When a dump of system data is done, if the host keeps logs of source IPs or account IDs that match the traffic (reaching TOR entry point at times compatible with visible activity) , then a case might be built. Otherwise, they will need to cross this information with ISPs of suspected location, to identify whom among their customers in the estimated area accessed the services.
An important tool used to make sure the right person has been identified, or identify hard-to-break people's defense is to exploit social engineering.
Social engineering is based on a global gather of social networks exchanges and open clear forums that will be put to test with personal information gathered on the CP forums then cross-referenced with extended sources of information.
Each message exchanged on the clear will have tags attached, determined by an AI. This will range from "plane travel", "strawberry positive", "family of 4"+"daughter 10yo"+"daughter 5yo", "C programming language litterate", etc
coming from Twitter, Facebook, medical forums, tech forums, etc
When LEA has conducted an intensive probing campaign, gathered personal information by PM, or seized the CP forum database, they will do a similar tagging j*b.
Both sources of information are then crossed to give possible candidates and likelihood of match (this takes a LOT of personal information, but some are weighted very heavily, for example liking "Pulp Fiction" or "ice cream" will have much less weight than "lives in Washington D.C." ).
If likelihood is high enough, and candidates few enough or the target of high enough value, they will proceed to extended cross references.
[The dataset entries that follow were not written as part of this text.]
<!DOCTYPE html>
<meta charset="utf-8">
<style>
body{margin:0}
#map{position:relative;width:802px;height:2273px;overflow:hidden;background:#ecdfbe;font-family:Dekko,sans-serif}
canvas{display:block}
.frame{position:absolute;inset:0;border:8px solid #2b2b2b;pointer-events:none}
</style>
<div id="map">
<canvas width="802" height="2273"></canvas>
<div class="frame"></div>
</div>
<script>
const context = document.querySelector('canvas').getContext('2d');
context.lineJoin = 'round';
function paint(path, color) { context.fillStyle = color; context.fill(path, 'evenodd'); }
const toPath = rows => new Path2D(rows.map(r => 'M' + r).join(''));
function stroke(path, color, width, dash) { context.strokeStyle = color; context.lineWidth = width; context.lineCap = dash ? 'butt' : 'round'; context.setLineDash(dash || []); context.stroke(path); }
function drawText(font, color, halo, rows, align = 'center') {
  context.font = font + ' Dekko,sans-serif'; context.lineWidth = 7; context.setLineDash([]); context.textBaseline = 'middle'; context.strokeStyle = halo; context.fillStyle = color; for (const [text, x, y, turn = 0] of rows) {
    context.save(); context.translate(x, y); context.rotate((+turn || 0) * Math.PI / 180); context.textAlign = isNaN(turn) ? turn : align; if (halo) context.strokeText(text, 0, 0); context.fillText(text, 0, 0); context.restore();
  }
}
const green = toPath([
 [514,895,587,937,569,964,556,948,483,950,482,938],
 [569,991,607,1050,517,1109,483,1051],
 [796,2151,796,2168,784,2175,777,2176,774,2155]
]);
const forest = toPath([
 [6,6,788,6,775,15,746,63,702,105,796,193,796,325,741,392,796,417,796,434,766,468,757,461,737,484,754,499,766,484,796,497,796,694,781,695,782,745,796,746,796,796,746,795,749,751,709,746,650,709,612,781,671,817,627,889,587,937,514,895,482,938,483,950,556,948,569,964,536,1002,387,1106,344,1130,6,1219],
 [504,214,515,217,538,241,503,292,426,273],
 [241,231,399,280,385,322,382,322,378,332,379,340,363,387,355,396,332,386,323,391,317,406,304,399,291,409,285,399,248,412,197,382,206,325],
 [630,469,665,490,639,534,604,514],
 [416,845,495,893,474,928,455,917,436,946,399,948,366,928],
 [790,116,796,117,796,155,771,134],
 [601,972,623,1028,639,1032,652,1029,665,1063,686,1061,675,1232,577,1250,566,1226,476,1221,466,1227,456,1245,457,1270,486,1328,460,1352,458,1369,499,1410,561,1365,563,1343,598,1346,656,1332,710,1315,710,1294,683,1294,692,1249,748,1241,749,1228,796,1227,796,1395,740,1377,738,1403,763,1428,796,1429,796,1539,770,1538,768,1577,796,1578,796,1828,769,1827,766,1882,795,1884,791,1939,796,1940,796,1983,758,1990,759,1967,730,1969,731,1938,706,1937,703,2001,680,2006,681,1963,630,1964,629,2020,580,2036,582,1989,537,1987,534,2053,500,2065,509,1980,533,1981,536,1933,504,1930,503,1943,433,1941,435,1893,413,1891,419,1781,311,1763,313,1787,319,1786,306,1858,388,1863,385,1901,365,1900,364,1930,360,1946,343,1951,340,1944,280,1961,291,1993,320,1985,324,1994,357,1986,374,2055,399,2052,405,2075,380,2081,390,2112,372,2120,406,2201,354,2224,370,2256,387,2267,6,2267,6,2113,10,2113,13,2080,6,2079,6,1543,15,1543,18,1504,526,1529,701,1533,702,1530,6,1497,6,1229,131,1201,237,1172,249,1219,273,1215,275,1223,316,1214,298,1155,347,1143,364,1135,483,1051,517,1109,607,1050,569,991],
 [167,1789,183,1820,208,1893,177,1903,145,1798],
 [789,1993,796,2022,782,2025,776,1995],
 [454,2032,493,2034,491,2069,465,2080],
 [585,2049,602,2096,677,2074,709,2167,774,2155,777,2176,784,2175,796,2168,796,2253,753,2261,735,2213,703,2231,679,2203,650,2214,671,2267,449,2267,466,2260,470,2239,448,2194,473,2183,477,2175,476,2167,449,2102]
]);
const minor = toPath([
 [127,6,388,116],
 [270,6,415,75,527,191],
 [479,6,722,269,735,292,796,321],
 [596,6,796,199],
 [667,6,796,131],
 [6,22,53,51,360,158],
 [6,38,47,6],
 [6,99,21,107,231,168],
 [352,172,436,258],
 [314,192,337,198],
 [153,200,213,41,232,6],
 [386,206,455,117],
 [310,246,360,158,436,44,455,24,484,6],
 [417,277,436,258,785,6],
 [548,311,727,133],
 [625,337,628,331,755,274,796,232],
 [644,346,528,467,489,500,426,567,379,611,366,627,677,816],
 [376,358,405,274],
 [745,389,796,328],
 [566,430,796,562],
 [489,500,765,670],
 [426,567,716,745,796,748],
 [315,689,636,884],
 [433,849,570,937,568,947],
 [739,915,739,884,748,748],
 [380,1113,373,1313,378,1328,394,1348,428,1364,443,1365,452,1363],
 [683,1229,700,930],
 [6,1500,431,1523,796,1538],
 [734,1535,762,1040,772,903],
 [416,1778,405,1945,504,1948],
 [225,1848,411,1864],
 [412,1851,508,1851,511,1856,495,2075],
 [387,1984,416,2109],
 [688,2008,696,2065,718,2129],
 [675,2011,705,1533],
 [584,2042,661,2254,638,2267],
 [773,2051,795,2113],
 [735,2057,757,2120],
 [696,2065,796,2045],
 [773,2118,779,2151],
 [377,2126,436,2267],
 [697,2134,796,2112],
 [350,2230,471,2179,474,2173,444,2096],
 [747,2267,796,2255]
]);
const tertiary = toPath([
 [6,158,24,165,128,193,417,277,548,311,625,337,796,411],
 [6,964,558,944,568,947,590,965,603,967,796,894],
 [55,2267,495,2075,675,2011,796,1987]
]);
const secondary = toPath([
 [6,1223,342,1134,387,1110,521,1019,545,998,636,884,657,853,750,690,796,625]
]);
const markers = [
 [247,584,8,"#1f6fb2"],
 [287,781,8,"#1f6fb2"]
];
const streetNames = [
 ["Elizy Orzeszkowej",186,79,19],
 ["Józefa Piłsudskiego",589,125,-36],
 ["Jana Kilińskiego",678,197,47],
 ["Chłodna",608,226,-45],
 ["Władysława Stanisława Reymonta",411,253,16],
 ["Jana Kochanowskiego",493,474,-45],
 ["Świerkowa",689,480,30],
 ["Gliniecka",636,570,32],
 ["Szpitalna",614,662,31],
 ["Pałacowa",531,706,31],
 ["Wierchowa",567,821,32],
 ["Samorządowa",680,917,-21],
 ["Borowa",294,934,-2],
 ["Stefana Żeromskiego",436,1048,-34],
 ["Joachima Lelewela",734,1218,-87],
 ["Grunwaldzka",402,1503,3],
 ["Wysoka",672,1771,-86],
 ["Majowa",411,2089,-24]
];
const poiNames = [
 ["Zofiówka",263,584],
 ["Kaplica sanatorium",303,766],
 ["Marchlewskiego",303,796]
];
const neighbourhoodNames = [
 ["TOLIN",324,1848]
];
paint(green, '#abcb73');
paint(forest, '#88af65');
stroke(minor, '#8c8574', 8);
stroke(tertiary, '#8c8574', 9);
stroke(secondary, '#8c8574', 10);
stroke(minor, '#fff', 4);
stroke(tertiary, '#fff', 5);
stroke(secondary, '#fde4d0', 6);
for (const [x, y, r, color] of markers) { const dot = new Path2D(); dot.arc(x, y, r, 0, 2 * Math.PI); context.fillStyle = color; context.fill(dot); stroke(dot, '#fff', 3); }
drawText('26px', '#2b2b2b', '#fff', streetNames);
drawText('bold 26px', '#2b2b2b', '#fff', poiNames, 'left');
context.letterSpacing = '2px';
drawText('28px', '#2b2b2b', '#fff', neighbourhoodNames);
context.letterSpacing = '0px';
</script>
This will try to match similarities in text in for example
- Vocabulary used
- smileys habits (types and frequency, it becomes second nature to people, smile :-) )) ;D (^-^; )
- Spelling mistakes
- Punctuation use and text formatting
(See "writeprint" in wikipedia)
And match chronological information with their intelligence databases ( taxes, school directories, insurance, credit, medical, airlines, car registration, credit card transactions... )
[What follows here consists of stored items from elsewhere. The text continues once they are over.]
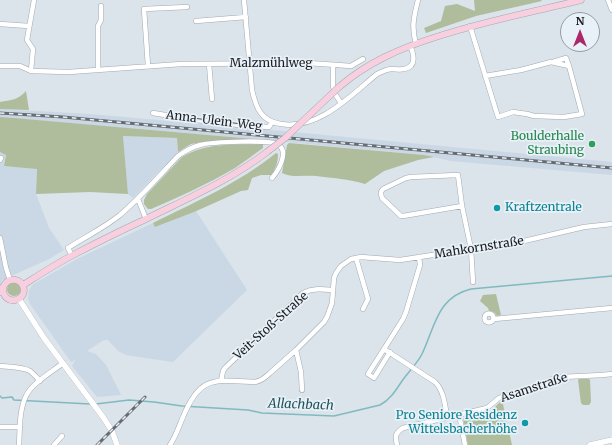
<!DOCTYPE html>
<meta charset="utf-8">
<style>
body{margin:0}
#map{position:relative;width:612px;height:445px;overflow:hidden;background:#dbe3eb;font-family:Merriweather,serif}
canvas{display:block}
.north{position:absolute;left:560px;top:12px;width:40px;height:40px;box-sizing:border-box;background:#e8f0f8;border:1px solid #969ca2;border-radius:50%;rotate:0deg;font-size:11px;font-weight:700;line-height:16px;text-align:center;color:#1b1e21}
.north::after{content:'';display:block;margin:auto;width:14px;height:18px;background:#ad266a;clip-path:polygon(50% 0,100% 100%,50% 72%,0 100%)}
</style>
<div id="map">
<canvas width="612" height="445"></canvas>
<div class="north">N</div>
</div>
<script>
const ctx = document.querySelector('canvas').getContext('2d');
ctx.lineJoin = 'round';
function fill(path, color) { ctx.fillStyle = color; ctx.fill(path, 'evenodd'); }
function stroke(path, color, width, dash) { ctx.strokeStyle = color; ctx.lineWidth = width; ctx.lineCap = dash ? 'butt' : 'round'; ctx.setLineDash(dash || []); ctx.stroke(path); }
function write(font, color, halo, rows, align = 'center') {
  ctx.font = font + ' Merriweather,serif'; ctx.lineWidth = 3.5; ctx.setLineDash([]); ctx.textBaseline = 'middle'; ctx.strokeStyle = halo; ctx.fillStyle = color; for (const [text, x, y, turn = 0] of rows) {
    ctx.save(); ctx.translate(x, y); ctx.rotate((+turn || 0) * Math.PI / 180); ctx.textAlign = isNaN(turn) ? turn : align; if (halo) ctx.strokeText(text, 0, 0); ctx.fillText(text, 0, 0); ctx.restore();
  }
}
fill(new Path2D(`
 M 0,109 L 90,114 L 282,131 L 612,162 L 612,175 L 451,161 L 424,155 L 265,140 L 0,117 Z
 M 123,136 L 177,138 L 178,152 L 133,198 L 128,194 Z
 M 0,152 L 6,155 L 4,166 L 37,168 L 36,194 L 49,228 L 64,250 L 47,260 L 2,280 L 0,284 Z
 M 196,211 L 247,290 L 173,362 L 126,355 L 118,351 L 108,340 L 104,340 L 87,351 L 96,354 L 106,365 L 121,395 L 97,397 L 72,366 L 75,360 L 71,362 L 30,304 L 28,299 L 29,291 L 32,285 L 77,259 L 153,223 L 155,227 Z`), '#cad7e5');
fill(new Path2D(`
 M 474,0 L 541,0 L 542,1 L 476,16 L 426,33 L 424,28 L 441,21 L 445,6 L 457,4 L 475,11 Z
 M 26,91 L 29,110 L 0,109 L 0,102 C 11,100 18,100 26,91 Z
 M 0,117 L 14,118 L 265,140 L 208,141 L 191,144 L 178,152 L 177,138 L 123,136 L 128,194 L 90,192 L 36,194 L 37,169 L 4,166 L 6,155 L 0,152 Z
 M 289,143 L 424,155 L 434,157 L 418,160 L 384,171 L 365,184 C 349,179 332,178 316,176 C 304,175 292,178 282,173 L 287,145 Z
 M 263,144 L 263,148 C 253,155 244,162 235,168 C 208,184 179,197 151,209 L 148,209 L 144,204 L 144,200 L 147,194 L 182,157 C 207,142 235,145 263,144 Z
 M 276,153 L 278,154 C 278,162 276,168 271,175 L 261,175 L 252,178 L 248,190 L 241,191 L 194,212 L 155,227 L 153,223 C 195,202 239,183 276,153 Z
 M7 289a7 7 0 1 1 14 0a7 7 0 1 1-14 0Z
 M 496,294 L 501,315 L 497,316 L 494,312 L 489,311 L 488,308 L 480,301 L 483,295 Z
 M 579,379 L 589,379 L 590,380 L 591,402 L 589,405 L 583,405 L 581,403 L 578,380 Z
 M 502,400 L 512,445 L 468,445 L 463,418 L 491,411 Z`), '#afbd9c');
stroke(new Path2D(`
 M 0,396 L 2,398 L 12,397 L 14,400 L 90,404
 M 96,404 L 129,400 L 154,402 L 182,406 L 248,410 L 262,413 L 334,416 L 380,405 C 390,400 396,390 402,381 C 408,372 417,364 422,354 C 435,327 437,297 471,289 L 612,276`), '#81babe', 1.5);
const minor = new Path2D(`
 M 34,0 L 27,40 L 33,49 L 31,71 L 69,72 L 181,64 L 308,63 L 351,66 L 363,59
 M 244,0 L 252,90 C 256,108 261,121 281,124 C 319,130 350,96 377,74 C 382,72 386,69 392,69 C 396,69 400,70 404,69 C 417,67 414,54 410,46
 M 608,0 L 612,10
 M 196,21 L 246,17
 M 0,24 L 29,26
 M 470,26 L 498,117 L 513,112 L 527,114 L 534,116 L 564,117 L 582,114 L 569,66 L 551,62 L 521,70 L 485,76
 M 416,44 C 411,26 414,17 418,0
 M 553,62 L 566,58 L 569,66
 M 209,64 L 212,99
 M 333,65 L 333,86 L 335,94 L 341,103
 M 0,66 L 20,66 L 31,71
 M 148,66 L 144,9 L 187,7
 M 98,69 L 98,26 L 101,20 L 101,6
 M 153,113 C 191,120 230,125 269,127 L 272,122
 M 0,160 L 1,158
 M 138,199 L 146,219
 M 462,206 L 403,216 L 401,216 L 382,198 C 381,194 380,192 383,189 L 406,178 L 411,177 L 458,175 L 462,206 L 471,249 L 473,282
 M 0,238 L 6,268 L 10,280
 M 72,256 L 68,248 C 85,237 104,228 120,215 C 141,197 159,176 178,156 C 185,151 192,147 200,145 C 211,142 272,139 279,145 C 289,153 278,171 272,178
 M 419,257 L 420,265 L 406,312 L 403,319 L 384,349 L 435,382 C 444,391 445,405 447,417
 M 356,258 L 368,299 L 363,309
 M484.5 318a4.5 4.5 0 1 1 9 0a4.5 4.5 0 1 1-9 0Z
 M 494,319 L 612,308
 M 384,349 L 368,374 L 374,378 L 390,352
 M 296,350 L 301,372 L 302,390
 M 0,366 C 9,367 22,367 30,371 C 34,374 37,378 40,381
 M 221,381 L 223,371 L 225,368 L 303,293 C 313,288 322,289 333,290
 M 459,414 L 465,445
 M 0,427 L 20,427
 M 19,445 C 20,430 19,410 26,396 C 32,383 52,372 63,363
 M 54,445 L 62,436
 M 170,445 C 176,436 179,426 183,417 C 200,375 215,380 255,382 C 261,381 265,378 270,373 L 296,350 L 324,322 L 327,317 L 332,303 L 334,278 L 336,273 L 341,266 L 351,259 L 361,257 L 400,260 L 524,241 L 584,227 L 612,224
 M 397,445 C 395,436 395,433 403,428 L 487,408 L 499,398 L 504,396 L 532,390 L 553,379 L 562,377 L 602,375 L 612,374`);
const tertiary = new Path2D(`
 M 19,299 L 44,338 L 103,417 L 112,431 L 117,445
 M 590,445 L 612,440`);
const secondary = new Path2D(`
 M 339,87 C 368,62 401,48 436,37 C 484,21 533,12 581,0
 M 23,285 C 39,275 56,264 73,255 C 96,243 120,231 144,220 C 186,199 229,181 267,152
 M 0,292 C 2,289 3,286 5,284 C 10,277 20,279 23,286 C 29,301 3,308 3,288`);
stroke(minor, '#a2a9b1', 5.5);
stroke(tertiary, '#a2a9b1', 6);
stroke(secondary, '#a2a9b1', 7);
stroke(minor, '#fff', 4.5);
stroke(tertiary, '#fff', 5.5);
stroke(secondary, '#f7cfde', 6);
const rail = new Path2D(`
 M 0,113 L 63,117 L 612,168
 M 97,445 L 145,397`);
stroke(rail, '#666b70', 3);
stroke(rail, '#e8f0f8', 1.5, [4.5]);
const secondaryBridge = new Path2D(`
 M 267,152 L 285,138 L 339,87`);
stroke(secondaryBridge, '#a2a9b1', 7, []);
stroke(secondaryBridge, '#f7cfde', 6);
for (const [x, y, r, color] of [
 [592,144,4,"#2e9e5b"],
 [497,208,4,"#0f9aa8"],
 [525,423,4,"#0f9aa8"]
]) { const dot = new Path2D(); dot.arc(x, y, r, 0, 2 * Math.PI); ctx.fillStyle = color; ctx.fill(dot); stroke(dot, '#e8f0f8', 1.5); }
write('12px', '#1b1e21', '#e8f0f8', [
 ["Malzmühlweg",271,64],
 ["Anna-Ulein-Weg",214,121,7],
 ["Mahkornstraße",479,248,-9],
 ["Veit-Stoß-Straße",271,326,-42],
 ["Asamstraße",534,388,-18]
]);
write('12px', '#27864d', '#e8f0f8', [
 ["Boulderhalle",584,137],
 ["Straubing",584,151]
], 'right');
write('12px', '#0d838f', '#e8f0f8', [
 ["Kraftzentrale",505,208],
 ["Pro Seniore Residenz",517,416,"right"],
 ["Wittelsbacherhöhe",517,430,"right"]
], 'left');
write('italic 13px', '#1f5256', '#e8f0f8', [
 ["Allachbach",301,405,2]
]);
</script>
If they know the user lives in DC, is 40 to 45, democrat, from a family of 5, with a family of 4 of his own, that he visited Thailand this year, has a master degrees in a scientific field, bought a car in February, streamed a specific netflix series at a specific date, writes two smileys per paragraph, makes the your->you're mistake 50% of the time...
it is obvious the likely candidates are severely reduced in number.
This is of particular danger for regulars, people who keep personas across boards and those who are a little too chatty and also writing truths.
There are humans behind investigations, and humans are cunning.